The Lemays decided to try out what specialists deemed “watchful waiting,” where Jacob straddled two worlds. At home, he was a boy named Mica, and at school, a girl named Em. He was clearly unhappy: markedly withdrawn at school, and often angry at home.
“I would see that this purgatory in which he was living, where he was half himself, and half a role he was playing for everybody else, was damaging his psyche,” said Mimi. “At some point, we said, ‘Do we really want him to live this life where he is divided and not whole?’”

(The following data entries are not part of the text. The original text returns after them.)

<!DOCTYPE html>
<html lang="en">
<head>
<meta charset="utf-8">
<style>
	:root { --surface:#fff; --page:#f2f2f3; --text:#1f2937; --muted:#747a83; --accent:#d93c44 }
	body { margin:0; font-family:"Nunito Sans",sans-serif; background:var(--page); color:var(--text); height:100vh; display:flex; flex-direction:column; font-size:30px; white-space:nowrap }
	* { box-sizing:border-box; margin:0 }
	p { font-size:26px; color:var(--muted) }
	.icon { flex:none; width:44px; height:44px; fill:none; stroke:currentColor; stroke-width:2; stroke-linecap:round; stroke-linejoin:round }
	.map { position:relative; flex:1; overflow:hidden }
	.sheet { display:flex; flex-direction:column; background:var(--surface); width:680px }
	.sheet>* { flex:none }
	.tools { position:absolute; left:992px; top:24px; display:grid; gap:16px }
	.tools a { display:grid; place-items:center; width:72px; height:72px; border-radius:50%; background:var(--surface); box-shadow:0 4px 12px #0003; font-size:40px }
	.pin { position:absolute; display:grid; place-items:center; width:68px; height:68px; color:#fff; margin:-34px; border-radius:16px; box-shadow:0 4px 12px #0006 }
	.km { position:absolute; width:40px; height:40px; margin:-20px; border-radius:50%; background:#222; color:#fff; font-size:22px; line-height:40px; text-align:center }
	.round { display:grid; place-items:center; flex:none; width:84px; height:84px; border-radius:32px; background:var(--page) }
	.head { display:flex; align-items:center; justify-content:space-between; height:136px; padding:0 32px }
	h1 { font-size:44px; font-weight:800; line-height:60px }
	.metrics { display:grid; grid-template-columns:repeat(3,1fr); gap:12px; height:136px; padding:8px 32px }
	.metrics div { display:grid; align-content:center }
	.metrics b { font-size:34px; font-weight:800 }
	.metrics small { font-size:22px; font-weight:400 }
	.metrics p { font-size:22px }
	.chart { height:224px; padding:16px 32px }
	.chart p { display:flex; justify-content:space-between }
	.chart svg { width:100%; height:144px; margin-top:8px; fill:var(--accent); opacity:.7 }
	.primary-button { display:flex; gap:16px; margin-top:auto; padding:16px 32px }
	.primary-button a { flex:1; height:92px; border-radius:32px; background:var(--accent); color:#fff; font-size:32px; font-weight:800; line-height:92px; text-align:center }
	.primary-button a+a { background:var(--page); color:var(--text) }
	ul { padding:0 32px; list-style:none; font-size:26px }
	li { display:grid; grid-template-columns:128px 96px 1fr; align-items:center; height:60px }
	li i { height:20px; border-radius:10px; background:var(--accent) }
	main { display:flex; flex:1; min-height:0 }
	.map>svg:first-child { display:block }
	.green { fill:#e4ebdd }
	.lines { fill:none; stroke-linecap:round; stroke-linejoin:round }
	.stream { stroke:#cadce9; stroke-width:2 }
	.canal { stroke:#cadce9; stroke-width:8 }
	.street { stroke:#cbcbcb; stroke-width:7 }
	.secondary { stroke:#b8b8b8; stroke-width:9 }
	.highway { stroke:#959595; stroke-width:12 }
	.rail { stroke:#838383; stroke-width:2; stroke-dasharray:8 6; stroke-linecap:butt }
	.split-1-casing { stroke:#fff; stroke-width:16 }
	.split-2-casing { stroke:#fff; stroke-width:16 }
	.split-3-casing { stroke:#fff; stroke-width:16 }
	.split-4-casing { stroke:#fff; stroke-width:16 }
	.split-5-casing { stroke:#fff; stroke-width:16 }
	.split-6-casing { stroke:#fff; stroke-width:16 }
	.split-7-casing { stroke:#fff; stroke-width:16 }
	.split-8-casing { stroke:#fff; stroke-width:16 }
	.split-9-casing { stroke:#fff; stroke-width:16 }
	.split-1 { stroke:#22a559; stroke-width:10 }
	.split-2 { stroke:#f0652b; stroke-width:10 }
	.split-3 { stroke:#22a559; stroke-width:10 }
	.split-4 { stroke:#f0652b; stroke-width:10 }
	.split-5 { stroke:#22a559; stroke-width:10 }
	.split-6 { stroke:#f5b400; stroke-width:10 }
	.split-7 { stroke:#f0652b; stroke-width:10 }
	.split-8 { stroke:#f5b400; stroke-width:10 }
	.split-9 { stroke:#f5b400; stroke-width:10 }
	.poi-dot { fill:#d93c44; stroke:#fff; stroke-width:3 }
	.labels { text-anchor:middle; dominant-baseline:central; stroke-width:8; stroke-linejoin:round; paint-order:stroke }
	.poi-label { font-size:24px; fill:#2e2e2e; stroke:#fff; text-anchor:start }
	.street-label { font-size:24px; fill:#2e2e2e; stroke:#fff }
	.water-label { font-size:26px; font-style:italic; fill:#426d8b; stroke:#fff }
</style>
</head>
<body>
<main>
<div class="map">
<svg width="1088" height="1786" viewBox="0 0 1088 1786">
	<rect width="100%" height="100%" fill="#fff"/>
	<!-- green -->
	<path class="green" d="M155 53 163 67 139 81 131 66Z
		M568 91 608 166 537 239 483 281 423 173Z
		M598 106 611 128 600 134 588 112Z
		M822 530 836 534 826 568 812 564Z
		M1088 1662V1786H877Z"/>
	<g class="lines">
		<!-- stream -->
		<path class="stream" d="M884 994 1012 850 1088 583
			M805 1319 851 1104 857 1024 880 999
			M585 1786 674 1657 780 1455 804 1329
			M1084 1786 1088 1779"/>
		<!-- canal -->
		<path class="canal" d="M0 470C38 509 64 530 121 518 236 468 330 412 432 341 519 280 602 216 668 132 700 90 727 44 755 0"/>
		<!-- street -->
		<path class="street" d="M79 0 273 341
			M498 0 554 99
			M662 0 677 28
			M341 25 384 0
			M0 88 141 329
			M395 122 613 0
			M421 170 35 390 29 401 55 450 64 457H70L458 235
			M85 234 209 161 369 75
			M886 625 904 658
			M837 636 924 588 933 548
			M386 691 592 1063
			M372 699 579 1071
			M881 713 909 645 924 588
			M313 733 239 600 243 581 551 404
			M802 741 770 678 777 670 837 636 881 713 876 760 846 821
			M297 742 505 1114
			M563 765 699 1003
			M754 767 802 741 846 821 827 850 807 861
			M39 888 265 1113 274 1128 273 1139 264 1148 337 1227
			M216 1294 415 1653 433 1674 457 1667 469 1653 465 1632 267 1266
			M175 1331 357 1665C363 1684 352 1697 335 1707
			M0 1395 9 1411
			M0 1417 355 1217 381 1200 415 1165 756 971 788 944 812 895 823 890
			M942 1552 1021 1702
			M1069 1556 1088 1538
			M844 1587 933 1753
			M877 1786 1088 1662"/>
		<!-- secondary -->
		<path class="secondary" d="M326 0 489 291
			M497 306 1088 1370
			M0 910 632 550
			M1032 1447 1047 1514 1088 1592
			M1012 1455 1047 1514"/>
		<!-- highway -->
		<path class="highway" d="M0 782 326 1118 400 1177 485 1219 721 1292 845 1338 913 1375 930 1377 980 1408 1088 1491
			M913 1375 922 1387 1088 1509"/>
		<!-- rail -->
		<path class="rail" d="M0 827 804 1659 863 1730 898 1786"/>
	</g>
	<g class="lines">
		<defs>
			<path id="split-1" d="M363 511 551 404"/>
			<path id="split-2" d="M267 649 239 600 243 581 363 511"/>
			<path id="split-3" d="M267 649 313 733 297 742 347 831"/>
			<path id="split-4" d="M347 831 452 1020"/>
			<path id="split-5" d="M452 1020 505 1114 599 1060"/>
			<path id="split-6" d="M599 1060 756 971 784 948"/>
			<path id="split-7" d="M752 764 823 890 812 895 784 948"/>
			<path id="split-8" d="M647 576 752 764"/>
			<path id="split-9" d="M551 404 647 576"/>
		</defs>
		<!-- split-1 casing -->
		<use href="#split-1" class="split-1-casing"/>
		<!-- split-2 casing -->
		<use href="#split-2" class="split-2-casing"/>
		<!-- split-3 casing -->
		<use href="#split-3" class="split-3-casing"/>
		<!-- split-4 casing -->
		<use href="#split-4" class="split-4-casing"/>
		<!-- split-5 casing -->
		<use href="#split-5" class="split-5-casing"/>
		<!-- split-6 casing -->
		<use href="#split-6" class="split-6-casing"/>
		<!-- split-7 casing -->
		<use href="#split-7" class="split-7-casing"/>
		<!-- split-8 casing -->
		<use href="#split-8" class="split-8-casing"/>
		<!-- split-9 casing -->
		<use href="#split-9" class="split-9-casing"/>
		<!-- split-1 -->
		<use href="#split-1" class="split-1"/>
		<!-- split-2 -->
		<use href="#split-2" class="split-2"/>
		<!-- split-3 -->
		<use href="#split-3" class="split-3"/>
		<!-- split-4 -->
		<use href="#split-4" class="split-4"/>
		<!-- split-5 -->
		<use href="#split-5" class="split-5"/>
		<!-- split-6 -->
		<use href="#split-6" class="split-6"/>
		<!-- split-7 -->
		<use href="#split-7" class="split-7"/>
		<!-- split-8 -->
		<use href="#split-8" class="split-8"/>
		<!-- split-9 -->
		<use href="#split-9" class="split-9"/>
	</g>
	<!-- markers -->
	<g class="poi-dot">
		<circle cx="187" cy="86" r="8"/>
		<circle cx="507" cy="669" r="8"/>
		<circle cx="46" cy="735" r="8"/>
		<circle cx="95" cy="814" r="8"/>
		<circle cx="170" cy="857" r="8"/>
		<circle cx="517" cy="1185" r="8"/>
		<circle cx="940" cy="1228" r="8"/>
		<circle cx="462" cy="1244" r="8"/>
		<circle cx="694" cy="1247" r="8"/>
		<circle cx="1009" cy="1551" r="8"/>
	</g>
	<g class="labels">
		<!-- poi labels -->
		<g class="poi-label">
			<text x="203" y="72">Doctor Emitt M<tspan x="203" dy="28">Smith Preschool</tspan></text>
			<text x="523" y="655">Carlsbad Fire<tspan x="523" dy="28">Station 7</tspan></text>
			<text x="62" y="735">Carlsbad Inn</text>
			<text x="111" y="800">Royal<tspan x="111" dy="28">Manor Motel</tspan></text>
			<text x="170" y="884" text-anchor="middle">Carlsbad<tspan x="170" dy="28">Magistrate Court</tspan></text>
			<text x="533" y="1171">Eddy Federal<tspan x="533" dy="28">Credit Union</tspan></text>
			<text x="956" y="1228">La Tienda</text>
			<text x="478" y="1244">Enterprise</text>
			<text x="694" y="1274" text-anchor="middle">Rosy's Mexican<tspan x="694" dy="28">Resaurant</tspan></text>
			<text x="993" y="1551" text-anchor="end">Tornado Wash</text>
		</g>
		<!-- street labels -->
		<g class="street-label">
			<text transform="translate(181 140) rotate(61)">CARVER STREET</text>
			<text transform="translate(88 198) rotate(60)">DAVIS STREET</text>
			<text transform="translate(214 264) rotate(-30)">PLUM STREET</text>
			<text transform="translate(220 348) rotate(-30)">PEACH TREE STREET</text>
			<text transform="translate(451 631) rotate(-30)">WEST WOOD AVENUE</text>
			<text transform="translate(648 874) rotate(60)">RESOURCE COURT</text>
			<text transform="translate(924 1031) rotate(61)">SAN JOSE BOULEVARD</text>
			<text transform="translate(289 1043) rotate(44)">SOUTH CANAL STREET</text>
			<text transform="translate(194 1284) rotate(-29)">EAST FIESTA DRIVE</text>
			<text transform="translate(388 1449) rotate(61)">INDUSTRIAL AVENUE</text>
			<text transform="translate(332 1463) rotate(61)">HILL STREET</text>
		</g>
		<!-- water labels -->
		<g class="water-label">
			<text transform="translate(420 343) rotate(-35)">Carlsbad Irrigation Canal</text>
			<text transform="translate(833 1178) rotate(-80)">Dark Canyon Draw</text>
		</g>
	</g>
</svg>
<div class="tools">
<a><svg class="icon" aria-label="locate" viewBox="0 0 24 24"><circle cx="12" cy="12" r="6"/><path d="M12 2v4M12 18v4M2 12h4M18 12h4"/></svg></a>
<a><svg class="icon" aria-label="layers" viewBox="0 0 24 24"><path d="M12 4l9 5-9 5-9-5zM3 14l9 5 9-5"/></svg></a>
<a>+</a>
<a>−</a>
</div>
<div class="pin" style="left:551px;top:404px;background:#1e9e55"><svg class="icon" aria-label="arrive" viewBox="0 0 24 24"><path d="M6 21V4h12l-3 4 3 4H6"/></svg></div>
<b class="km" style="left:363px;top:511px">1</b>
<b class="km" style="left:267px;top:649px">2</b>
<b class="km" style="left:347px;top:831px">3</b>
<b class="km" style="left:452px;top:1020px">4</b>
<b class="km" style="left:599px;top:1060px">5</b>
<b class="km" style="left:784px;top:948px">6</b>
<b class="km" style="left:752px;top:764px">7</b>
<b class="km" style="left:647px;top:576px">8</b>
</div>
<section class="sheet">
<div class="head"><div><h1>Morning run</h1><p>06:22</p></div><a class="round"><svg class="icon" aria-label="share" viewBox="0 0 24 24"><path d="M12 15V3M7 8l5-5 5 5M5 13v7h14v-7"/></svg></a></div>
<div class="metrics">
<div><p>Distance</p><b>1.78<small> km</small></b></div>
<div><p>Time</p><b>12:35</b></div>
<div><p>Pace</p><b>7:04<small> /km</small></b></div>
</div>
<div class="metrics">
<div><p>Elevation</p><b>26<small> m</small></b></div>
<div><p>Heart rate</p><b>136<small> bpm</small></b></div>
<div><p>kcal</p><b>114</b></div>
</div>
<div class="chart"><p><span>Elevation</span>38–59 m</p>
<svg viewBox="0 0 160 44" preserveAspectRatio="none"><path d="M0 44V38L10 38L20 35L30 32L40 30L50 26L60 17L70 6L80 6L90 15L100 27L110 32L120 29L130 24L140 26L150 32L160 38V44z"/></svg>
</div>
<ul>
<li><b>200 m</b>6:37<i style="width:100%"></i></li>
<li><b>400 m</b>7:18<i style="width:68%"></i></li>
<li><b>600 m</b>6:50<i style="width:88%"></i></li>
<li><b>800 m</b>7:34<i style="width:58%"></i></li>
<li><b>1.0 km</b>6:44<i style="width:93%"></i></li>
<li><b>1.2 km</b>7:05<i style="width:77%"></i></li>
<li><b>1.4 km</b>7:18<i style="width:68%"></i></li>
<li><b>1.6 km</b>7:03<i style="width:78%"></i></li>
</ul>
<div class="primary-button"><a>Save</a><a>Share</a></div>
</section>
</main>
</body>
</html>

A near accident while driving with Jacob in the car reinforced Mimi’s view that life is too short and precious not to live authentically. “I thought to myself, if something had happened to him, what would I have wanted to have done? What would I have wanted his last days to be like? And it was clear that it was not this,” she said, noting that 40 percent of transgender people who are not affirmed attempt suicide at least once in their lives. They asked their son how he wanted to move forward, and he told them he wanted to be a “boy named Jacob” – the source of that name remains unclear – “for always.”
Jacob is now a happy, thriving 9-year-old boy accepted by his school, family, and community.
Nine months after Jacob chose his name, Lemay heard about a transgender woman named Leelah Alcorn who committed suicide when she was 17 and wrote a note to be posted online detailing the hatred she’d endured and pleading with her readers to “fix society.” Lemay decided that she wanted to take action, and chose to write an open letter detailing her family’s journey. She had written Jacob letters every year for his birthday and the form felt natural to her. Her deeply personal 20-page missive, “A Letter to My Son Jacob on His 5th Birthday,” was published on Boston.com in February 2015. It quickly went viral, and within days, agents and editors were reaching out to her to turn it into a full-length book.
Lemay decided that she wanted to use the book, which came out last month, to tell both her story and Jacob’s. “I hope that people do read this book and realize that all these journeys towards self-actualization, impeded perhaps by society’s boundaries, they’re a kind of heroism,” she said.
“[Transgender people] need to be applauded for these journeys toward authenticity, and they need the support of their wider community, and I hope the Jewish community rises up to support them.”